--- START ---

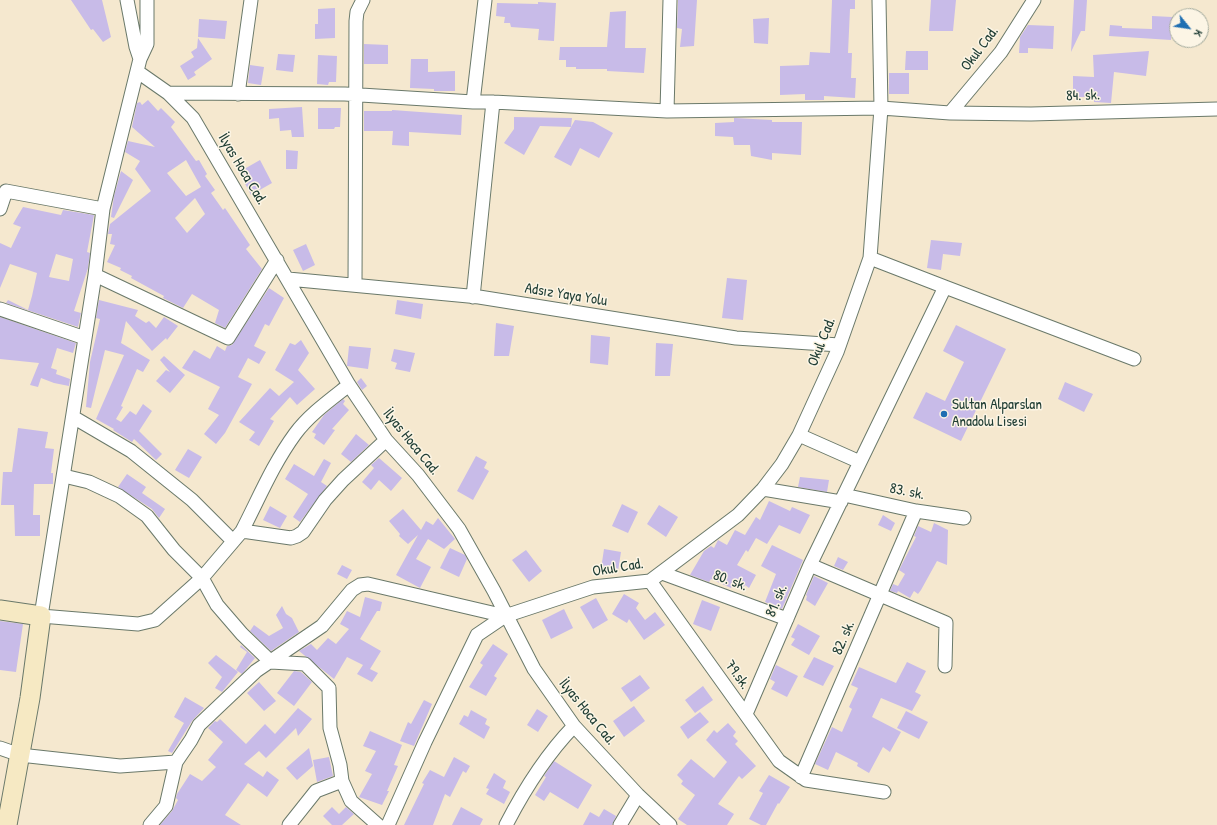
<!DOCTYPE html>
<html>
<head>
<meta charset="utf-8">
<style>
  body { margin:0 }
  #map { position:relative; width:1217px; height:825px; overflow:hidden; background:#f5e8cf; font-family:"Patrick Hand",sans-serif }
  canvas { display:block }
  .north { position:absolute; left:1169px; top:8px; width:40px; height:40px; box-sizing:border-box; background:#fcf5e5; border:1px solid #a4ab9e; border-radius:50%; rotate:120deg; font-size:11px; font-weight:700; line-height:16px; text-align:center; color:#1f3d34 }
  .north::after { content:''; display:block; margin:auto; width:14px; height:18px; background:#1f6fb2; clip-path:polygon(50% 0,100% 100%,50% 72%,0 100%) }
</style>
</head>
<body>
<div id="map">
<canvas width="1217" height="825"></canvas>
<div class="north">K</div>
</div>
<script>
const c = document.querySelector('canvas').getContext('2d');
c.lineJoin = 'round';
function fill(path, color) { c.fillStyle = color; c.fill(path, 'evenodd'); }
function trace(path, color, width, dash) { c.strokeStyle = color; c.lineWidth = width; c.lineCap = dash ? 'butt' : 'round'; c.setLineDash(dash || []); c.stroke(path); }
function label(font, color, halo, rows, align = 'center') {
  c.font = font + ' "Patrick Hand",sans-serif'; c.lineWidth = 3; c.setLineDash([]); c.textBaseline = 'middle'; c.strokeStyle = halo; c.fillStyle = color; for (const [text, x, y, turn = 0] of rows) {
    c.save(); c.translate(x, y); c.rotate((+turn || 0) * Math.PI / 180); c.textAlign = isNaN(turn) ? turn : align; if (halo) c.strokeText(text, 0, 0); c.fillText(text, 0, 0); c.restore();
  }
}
const building = new Path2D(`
  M71,0H102L111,37L103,42L93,29L91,30Z
  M678,0H697L694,46L680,47L682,29L677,28Z
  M832,0H855V9H850L848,53H852L851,78H856L855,98L824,96V100H805V94L780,95V66L809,65L810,52L830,53Z
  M931,0H956L953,31H929Z
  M1074,0H1087L1085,31H1081L1071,52Z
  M538,2L556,3L554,41L538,40L539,29L511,27L510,23H504L505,17L496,16L497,3L538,4Z
  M335,8V38L315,39V24H318V9Z
  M626,11L625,48H646L644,73L607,71V69H576V67H566V60H559L560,47H607L610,12Z
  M1152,16L1172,17L1171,40L1109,36L1110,25L1122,26V28L1152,29Z
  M769,18L768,44L754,43L753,19Z
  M199,19L227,21L225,39L198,37Z
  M1028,25L1054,26L1053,49L1028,48V53H1019L1020,37Z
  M198,38L212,59L194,72L196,75L188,80L180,66L194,57L191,52L197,48Z
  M364,44L388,45V64H364Z
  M906,51H928V70H905Z
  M1149,51L1146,76L1114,72L1111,103L1094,102V97H1073V76L1094,77L1093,55Z
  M278,54L295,55L293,72L276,70Z
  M318,55L337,56L336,82H329L328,85L317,84Z
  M411,59H428V72L455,71V91H434V89L410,88Z
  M250,65L264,67L261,85L248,83Z
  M889,73H909V94H889Z
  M148,100L158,111L161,108L175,122L171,127L196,161L199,160L207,174L205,176L215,190L211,193L223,210L225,208L250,245L246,249L262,269L225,328L215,323L219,310L192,294L183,308L163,298L164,296L131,278L132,276L120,270L121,268L107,262L115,245L110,244L112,234H108L110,224L151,191L135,169L140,161L125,152L128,141L155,147L132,127L137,103L140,102L142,105ZM186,160L201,187L186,196L167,173ZM195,198L205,214L187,233L175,218Z
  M302,107L304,137H292L291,130L280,131L279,118L269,119V109Z
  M318,108H341L340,127H335L334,129H318Z
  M392,110L462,115L461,135L409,132V146L392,145L393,131H364V111H392Z
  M514,117L572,118L571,127L540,126L524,155L504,143L514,129Z
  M734,118L772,120V122H802L801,155L772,153V160L751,156L750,145H734L733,137L715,136V123L734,122Z
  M575,120L593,122L613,133L599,158L580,148L571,166L554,157Z
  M286,150L298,151L297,169H286Z
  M260,160L272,183L251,195L239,172Z
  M121,171L133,180L114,218L111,217L114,196Z
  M23,207L61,215L63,210L94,215L87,252L90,253L88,268L74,311L81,313L78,327L6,303L8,300L28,310L32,296L37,273L10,264L0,288V243L11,248L21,227L13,224ZM56,254L73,259L69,281L49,277Z
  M931,240L962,243L960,256L943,254L941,270L927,268Z
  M306,244L315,265L303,271L293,250Z
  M727,278L747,280L743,320L722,318Z
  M269,288L284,298L269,326L265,324L254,346L266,352L259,364L248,358L238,377L252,384L225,433L216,444L204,434L219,415L208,409L220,387L182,368L194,350L210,359L217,346L225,351L227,346L232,345Z
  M99,300L138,310L135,316L146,323L149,321L156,328L164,317L178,326L167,340L166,338L152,351L126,321L121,343L150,360L143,372L137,369L121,406L123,407L116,419L121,422L130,411L136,415L143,404L152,411L139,431L162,454L156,460L134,439L132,442L113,430L114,429L96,419L124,355L105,350L91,408L86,407L90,362L100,319L96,318Z
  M397,300L423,304L421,319L395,314Z
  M0,317L76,343L73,353L57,348L51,368L57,370L56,374L70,379L69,386L54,383L41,378L38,387L30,385L39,363L0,359Z
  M496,323L514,326L509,356H494Z
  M956,325L1006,349L961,441L913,418L926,392L945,401L964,362L943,351Z
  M591,335L610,337L608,365L590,363Z
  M301,340L309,353L298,370L315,389L297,405L290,397L270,419L274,421L259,446L249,440L255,432L239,422L270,388L279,396L294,382L275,370L290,343L295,345Z
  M656,343L673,344L670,376H655Z
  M349,346L371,348L368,369L347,366Z
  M394,349L415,353L410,372L395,369L397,363L391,361Z
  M164,356L185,375L170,393L156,381L166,370L170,372L160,360Z
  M361,378L367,386L362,390L357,382Z
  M1065,382L1093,394L1084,412L1058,399Z
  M343,399L345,401L343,404L349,410L332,429L335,430L324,445L314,438L316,434L312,432L324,415Z
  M18,428L48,432L45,448L54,449L51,473H53V484H34L33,515H40V536H15L14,505H1L3,472H12Z
  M356,434L369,445L351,462L341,454Z
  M188,449L202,457L189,478L175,470Z
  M476,456L487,462L484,468L489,471L473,500L457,491Z
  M379,458L402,478L391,491L379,480L371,490L362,482L374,468L371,465Z
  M324,459L331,463L321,482L327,486L300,522L293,517L308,494L285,479L294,464L314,476Z
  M127,474L146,487L142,493L165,509L159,518L152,509L118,487Z
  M800,477L829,480L827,492L798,487Z
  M769,501L790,511L792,507L810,515L800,534L779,525L767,544L756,538L748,552L746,550L737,565L756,575L749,588L745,585L743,588L734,583L731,588L711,579L709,582L690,575L704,551L711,546L714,548L718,540L727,545L735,530L745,535L756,517L760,520Z
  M622,504L638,512L628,533L612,526Z
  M659,505L678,517L666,537L647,524Z
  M270,506L287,516L280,528L263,520Z
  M403,509L421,530L426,521L433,525L438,518L455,539L444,549L428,539L416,559L431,567L420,588L396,575L418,535L408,544L399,536L400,534L389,521Z
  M883,515L895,523L891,531L878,525Z
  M934,523L948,530L947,565L937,561L921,590L918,594L914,591L910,598L898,591L897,593L890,591L893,584L898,586L905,574L899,570L916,537L914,536L918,526L931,532Z
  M772,545L803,560L782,609L765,602L776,574L761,566Z
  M450,548L465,555L467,559L459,577L440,568Z
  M604,549L621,552L618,571L601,569Z
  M526,550L542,571L529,582L512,560Z
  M838,557L848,562L843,570L834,566Z
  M342,565L352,570L347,579L337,574Z
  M814,576L828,583L815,606L806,600L807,596L806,595Z
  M624,594L639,603L636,608L645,620L655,612L665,625L644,640L629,619L627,623L612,614Z
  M365,597L382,602L380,611H377L360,639L381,651L370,669L378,673L372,682L357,674L363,665L347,657L334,679L299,651L311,644L317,650L328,638L336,644L349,629L340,624L347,611L360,617Z
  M596,598L608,620L593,629L580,607Z
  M702,600L720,607L711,631L693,624Z
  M282,606L286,614L292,618L299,632L271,651L250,631L254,625L269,636L283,628L276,615Z
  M564,609L573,628L551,639L542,620Z
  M0,621L23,624L16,672L0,670Z
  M798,624L820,636L809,655L791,645L795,639L791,637Z
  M493,644L508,654L494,676L497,678L486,696L469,687L483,665L480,663Z
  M241,645L255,658L242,674L236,670L247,652L240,647Z
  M216,655L238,672L222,692L215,688L222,677L208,663Z
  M814,657L834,666L823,686L803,677Z
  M907,662L926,671L915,692L921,695L912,711L881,698L872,717L901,732L890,752L883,747L869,773L857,766L858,763L836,752L828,770L815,764L832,727L842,732L852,709L849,707L858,688L851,685L859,667L896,683Z
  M776,665L798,676L787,697L771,689L775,682L770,679Z
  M294,671L301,672L312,682L294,706L277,693Z
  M640,675L650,688L631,702L621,688Z
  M259,682L276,701L264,711L247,693Z
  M703,686L713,700L695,713L685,700Z
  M185,697L204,708L192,721L172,753L168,751L184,723L174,717Z
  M424,700L432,704L414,746L400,741L408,722L411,724Z
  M634,706L645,721L624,737L613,721Z
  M298,708L312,719L298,736L296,728L266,758L259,751L244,764L263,777L267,771L279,780L267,797L248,783L225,815L241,825H160L172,811L178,800L176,798L177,794L190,774L202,781L216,767L208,760L223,742L208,728L215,721L217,722L220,719L246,744L265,724L275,734Z
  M537,709L548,716L538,732L527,725Z
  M471,710L487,719L485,724L490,727L484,739L459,724L464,715L468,717Z
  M906,711L928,722L919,739L897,728Z
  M700,712L709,722L688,739L680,727Z
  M728,723L736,732L733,736L738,741L735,744L756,766L742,779L739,776L718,804L734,814L727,825H687L678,819L695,795L681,784L683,781L677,775L691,759L714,778L727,762L706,740L714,730L717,733Z
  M370,731L402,745L394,765L398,766L387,791H389L382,805L359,797L372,774L365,771L376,751L363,746Z
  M309,748L313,766L297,780L286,768Z
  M329,757L333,776L317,782L313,760Z
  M454,757L470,766L466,773L463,771L450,797L445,794L433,825H404L424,784L422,783L430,770L444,777Z
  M554,761L592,785L578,809L550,792L544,801L535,795L546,777L544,776Z
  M494,773L506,781L503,788L510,792L504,804L486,794L489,789L486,788Z
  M769,775L790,787L779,804L778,803L766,825H761L749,819L763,793L759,791Z
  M332,807L339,814L346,807L354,814L342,825H332L323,816Z
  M461,807L483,819L480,825H452Z
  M604,809L616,816L612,825H583L590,812L599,817Z`);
const street = new Path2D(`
  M127,0L136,47L140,59
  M147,0V44L140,59L103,209L95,275L41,616L138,624L155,620L202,578L242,531L291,538L297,536L303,532L325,500L343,480L386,440
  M138,72L168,93L193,118L349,385L386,440L418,475L459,529L494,591L534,669L574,726L638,795L670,825
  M168,93L345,94L473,102H493L667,111L881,108L879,0
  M238,94L251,0
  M473,102L485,0
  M667,111L670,0
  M950,113L1031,114L1217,109
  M0,209L6,191L103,209
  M95,275L228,338L277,260
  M288,279L479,297L736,338L839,345
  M355,285L356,21L357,12L363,0
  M945,287L1134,359
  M473,297L493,102
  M0,309L85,338
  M73,417L131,451L192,500L233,541
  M799,435L860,462L945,287L870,258
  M64,476L89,482L119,496L147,516L174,550L202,578L217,605L242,634L271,662L305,664L329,688L330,728L340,765L342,781L351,801L378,825
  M763,489L841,502
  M844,495L916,511L964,518
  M242,531C259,498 273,464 295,434C309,415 330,400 349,385
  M810,565L946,623L945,666
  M662,573L787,619
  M650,581L779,761L806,780L884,792
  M746,714L810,565L860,462
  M0,748L20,755L120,766L176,762
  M801,777L916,511
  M150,825L166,806L176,762L191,740L199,725L256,671L322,626L352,590L360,585L368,584L505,616
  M289,825L316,791L342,781
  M388,825L425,742L477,635L505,616L593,587L650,581L738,515L763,489L782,464L799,435L837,352L870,258L881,108L950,113L1001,52L1034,0
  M506,825C524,790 546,755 574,726
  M620,825L638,795`);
const secondary = new Path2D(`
  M0,610L41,616L30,698L7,825`);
const markers = [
  [944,414,4,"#1f6fb2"]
];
const streetNames = [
  ["Okul Cad.",980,49,-53],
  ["84. sk.",1083,96,-2],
  ["İlyas Hoca Cad.",242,169,59],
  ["Adsız Yaya Yolu",566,295,9],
  ["Okul Cad.",822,342,-68],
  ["İlyas Hoca Cad.",411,442,51],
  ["83. sk.",907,492,11],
  ["Okul Cad.",618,568,-9],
  ["80. sk.",730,581,20],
  ["81. sk.",777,601,-67],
  ["82. sk.",844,638,-67],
  ["79.sk.",737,675,54],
  ["İlyas Hoca Cad.",587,712,51]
];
const poiNames = [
  ["Sultan Alparslan",952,405],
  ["Anadolu Lisesi",952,422]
];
fill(building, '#c8bbe8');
trace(street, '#6a796a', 15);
trace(secondary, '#6a796a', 21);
trace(street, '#fff', 13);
trace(secondary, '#f6e9c3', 19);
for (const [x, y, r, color] of markers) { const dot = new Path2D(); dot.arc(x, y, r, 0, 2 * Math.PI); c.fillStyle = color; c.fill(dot); trace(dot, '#fcf5e5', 1.5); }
label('15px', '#1f3d34', '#fcf5e5', streetNames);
label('15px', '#1f3d34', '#fcf5e5', poiNames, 'left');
</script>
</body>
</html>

--- END ---

> Action item: Report each line above that includes the string "rows".

> Exercise response:
function label(font, color, halo, rows, align = 'center') {
  c.font = font + ' "Patrick Hand",sans-serif'; c.lineWidth = 3; c.setLineDash([]); c.textBaseline = 'middle'; c.strokeStyle = halo; c.fillStyle = color; for (const [text, x, y, turn = 0] of rows) {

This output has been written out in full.